L'argent du beurre libyen
Un proverbe populaire bien pertinent, illustratif de la sagesse de la rue, impose la nécessité éthique et légale de ne pas vouloir le beurre et l'argent du beurre à la fois.
C'est ce qu'il importe de rappeler en notre époque matérialiste à l'extrême. Dans les événements qui agitent la Libye, c'est bien ce qu'il faut avoir en premier à l'esprit
Le beurre libyen
La Libye a été mise en cet état indescriptible de chaos par un Occident avide de ses richesses. Ayant supputé ne plus avoir assez à son avantage le ratio bénéfices/inconvénients avec l'ordre ancien représenté par la dictature Kadhafi, il a tout fait pour s'en débarrasser.
Rien ne l'a arrêté, même pas le péril d'installer durablement le désordre dans un pays qui n'intéresse que pour ce qu'il peut receler de profits juteux pour les affairistes. Or, le désordre peut être propice aux affaires.
Peu importe le peuple ! Peu importent les valeurs pourtant oriflamme trompeuse de la désinformation occidentale pour sa croisade libyenne. Rien ne résiste à la cupidité du Dieu Mammon aussi implacable que la cruauté du Dieu des religieux intégristes.
D'ailleurs, ils ne sont que les deux faces d'une même divinité, celle de la plus-value mercantile d'un côté, cultuelle et de religiosité de l'autre.
Aujourd'hui, l'Occident s'apprête donc à investir la Libye non pas tant au nom de l'ordre et de la mise au pas des extrémistes religieux, mais plutôt et en premier lieu de la protection de ses intérêts stratégiques.

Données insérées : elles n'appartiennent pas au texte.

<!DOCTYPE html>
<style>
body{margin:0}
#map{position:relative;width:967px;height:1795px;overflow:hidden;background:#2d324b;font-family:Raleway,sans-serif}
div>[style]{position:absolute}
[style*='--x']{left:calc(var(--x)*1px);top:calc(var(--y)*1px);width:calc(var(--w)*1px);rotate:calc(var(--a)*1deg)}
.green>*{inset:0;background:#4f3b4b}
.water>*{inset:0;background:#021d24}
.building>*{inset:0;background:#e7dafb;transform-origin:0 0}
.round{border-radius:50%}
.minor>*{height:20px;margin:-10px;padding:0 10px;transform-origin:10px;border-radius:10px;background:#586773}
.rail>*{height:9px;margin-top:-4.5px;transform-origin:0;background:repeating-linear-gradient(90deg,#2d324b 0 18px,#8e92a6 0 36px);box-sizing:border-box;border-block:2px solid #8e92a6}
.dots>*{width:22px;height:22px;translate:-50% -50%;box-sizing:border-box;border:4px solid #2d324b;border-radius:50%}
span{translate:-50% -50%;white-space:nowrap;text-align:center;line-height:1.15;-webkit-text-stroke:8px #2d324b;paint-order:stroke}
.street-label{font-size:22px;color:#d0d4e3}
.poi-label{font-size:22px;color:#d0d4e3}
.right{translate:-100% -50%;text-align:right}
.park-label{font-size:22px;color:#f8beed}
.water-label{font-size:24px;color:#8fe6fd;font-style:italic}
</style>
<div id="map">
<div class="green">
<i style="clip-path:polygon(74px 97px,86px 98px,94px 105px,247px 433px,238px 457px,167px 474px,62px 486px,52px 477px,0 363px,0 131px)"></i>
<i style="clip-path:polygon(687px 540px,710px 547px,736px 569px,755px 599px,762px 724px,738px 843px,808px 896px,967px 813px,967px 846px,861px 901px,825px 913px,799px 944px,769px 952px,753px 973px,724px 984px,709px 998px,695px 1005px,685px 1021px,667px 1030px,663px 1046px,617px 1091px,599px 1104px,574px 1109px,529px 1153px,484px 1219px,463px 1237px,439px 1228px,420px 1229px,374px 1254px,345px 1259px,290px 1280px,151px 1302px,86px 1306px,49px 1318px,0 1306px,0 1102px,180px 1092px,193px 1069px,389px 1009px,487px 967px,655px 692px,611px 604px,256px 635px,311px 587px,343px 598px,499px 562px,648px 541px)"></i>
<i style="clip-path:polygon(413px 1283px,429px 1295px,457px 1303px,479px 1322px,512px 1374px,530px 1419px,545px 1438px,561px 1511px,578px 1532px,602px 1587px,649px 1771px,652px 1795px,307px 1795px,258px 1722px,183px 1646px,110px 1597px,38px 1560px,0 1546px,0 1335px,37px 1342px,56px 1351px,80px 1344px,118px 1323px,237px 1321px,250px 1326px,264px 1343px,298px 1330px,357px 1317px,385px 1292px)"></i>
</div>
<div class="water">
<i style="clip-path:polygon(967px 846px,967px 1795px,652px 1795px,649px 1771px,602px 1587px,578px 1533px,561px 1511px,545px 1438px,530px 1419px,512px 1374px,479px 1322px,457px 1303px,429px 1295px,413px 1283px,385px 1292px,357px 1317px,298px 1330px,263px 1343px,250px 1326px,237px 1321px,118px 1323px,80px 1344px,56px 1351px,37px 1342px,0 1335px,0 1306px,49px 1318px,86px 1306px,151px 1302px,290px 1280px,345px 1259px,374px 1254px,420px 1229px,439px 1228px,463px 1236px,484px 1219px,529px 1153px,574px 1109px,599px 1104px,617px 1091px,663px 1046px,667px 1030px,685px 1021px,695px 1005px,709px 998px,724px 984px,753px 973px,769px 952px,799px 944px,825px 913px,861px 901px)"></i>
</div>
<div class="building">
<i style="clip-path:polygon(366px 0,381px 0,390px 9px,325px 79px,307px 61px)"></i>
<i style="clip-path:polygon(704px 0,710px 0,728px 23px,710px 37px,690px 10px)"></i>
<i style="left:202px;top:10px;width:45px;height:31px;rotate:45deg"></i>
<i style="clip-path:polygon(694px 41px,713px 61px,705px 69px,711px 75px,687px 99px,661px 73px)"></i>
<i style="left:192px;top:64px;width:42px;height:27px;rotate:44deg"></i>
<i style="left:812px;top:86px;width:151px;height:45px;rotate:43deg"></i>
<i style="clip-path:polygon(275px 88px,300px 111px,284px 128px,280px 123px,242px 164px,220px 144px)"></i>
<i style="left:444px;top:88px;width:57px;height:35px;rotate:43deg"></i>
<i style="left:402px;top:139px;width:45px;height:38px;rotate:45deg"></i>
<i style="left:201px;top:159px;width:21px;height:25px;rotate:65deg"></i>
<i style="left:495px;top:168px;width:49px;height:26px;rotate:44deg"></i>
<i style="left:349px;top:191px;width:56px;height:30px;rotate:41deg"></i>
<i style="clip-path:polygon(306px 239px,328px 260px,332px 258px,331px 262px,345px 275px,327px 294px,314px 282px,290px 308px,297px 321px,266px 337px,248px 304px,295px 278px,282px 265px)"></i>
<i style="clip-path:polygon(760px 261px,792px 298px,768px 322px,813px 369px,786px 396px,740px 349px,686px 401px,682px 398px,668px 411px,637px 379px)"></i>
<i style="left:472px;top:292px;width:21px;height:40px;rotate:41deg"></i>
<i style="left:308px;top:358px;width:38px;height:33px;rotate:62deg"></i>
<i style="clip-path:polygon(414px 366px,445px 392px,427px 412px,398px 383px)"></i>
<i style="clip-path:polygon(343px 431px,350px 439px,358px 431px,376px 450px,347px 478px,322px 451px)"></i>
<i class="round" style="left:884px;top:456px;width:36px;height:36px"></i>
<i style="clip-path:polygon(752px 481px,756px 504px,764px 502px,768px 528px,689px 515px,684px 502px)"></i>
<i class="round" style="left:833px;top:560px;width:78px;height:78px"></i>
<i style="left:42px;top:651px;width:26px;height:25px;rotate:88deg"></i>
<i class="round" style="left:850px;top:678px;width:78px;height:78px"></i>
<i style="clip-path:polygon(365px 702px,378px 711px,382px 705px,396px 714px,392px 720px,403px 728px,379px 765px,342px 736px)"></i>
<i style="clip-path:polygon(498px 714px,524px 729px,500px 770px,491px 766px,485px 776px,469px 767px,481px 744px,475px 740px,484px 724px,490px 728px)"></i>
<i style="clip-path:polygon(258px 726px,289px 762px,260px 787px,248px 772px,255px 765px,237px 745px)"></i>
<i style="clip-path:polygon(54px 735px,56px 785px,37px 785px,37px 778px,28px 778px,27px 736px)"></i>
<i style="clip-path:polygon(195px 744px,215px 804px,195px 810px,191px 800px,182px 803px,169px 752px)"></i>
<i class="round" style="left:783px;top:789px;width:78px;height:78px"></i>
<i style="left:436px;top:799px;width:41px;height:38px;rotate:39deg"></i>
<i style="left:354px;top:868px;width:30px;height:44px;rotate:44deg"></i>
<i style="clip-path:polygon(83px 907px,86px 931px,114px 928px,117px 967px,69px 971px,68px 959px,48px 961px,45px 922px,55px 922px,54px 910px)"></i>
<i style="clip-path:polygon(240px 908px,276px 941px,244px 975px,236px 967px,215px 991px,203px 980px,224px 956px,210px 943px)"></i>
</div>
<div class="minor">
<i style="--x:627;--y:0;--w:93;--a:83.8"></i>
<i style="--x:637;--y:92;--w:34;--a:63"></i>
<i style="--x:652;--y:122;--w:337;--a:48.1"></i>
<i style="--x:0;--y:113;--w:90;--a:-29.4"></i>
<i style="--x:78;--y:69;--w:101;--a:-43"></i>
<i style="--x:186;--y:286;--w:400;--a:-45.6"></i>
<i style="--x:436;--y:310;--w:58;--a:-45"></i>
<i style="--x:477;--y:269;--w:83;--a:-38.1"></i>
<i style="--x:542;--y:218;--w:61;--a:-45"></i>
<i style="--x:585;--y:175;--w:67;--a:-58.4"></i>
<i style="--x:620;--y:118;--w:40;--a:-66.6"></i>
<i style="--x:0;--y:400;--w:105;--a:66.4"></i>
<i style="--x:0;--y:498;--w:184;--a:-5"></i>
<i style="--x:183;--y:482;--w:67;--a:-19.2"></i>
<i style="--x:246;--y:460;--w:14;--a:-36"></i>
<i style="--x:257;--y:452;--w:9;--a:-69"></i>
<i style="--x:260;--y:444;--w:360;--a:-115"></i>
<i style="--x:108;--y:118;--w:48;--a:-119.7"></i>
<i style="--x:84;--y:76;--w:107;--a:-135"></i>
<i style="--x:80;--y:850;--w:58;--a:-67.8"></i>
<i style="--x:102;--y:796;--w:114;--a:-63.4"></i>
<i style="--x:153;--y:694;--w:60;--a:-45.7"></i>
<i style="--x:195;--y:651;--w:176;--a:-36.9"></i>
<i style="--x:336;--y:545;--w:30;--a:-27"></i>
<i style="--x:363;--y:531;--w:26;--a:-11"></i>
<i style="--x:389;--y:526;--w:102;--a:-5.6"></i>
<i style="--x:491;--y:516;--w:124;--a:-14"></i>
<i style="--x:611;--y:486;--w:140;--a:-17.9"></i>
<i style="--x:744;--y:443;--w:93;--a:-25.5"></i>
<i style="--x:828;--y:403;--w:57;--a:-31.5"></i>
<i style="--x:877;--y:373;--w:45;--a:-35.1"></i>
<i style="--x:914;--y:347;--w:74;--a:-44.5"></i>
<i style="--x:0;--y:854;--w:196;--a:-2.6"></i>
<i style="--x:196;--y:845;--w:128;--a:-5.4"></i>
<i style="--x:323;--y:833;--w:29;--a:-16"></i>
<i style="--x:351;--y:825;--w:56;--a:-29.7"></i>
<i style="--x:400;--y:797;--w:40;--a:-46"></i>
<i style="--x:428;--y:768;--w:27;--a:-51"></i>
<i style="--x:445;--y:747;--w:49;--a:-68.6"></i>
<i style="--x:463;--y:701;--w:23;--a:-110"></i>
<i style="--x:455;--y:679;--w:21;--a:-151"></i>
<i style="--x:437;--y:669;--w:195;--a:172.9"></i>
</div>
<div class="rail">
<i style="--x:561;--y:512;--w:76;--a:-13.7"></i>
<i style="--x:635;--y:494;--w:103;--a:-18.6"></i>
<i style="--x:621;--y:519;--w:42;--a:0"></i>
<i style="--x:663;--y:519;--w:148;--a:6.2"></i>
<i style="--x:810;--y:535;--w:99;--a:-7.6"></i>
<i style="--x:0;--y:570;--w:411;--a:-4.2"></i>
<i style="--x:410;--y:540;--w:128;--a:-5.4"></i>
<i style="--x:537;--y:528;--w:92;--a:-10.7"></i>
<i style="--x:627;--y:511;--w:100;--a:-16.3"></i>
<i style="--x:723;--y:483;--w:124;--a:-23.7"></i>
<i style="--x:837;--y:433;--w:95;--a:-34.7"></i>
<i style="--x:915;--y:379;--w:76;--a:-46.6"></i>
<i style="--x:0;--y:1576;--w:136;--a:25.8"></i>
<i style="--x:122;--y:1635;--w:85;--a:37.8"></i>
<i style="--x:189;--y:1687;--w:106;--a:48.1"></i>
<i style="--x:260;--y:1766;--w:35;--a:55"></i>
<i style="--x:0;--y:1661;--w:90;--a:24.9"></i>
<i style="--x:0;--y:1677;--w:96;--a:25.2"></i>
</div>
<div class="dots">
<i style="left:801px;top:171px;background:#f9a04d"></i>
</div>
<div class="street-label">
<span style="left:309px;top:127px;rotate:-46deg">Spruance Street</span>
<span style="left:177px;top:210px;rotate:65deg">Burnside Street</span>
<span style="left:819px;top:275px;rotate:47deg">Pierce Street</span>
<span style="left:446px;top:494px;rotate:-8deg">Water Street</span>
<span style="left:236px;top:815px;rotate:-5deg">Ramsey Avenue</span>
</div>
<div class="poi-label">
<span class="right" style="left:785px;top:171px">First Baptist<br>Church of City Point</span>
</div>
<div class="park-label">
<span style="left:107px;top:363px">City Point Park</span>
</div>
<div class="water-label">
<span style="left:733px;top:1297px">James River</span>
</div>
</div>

Qui pourrait en douter ou le lui reprocher ?
L'argent du beurre
S'il est inévitable pour les puissances du jour de défendre leurs intérêts et de ne penser qu'aux bénéfices égoïstes apportés à leurs États et peuples, il est inadmissible que les petits pays les y aident en allant dans le sens de leur rhétorique hégémonique.
Certes, il ne s'agit pour ces derniers que de faire la politique de leurs maigres moyens bien minimes; mais ils n'existent pas moins si l'on se garde de reprendre la logique inepte de l'adversaire.
En matière de conflit libyen, la Tunisie ne peut accepter la tropologie occidentale de lutte contre le terrorisme qu'on y opposant l'exigence impérative que cette lutte soit concrète en intégrant le terrorisme mental développé du côté de l'Occident.
Il s'agit de celui qui veut que les frontières restent cadenassées face aux jeunes Tunisiens qui ont pourtant fait et continuent de faire preuve de maturité politique, encourageant nombre parmi eux à verser dans le terrorisme faute de liberté de circulation, synonyme de reprise de l'espoir de vivre normalement comme les jeunes de leur âge.
La Tunisie doit donc faire un impératif catégorique de la demande de transformation du visa actuel en visa biométrique de circulation afin de garantir le libre mouvement des jeunes Tunisiens entre la Tunisie et l'Europe et l'Occident en général.
Ce sera bien la seule parade efficace de nature à faire diversion en amortissant le choc inévitable de ce qui sera interprété forcément comme une agression contre non seulement la Libye, mais aussi tous les pays du Sud, livrés à une arrogance occidentale au service de purs intérêts mesquins en violation des valeurs humaines. Or, la libre circulation est le premier des droits humains !
Elle doit aussi exiger une aide sérieuse à l'enracinement de la démocratie sur sa terre, devant commencer par un moratoire de sa dette en prévision d'une transformation en investissements.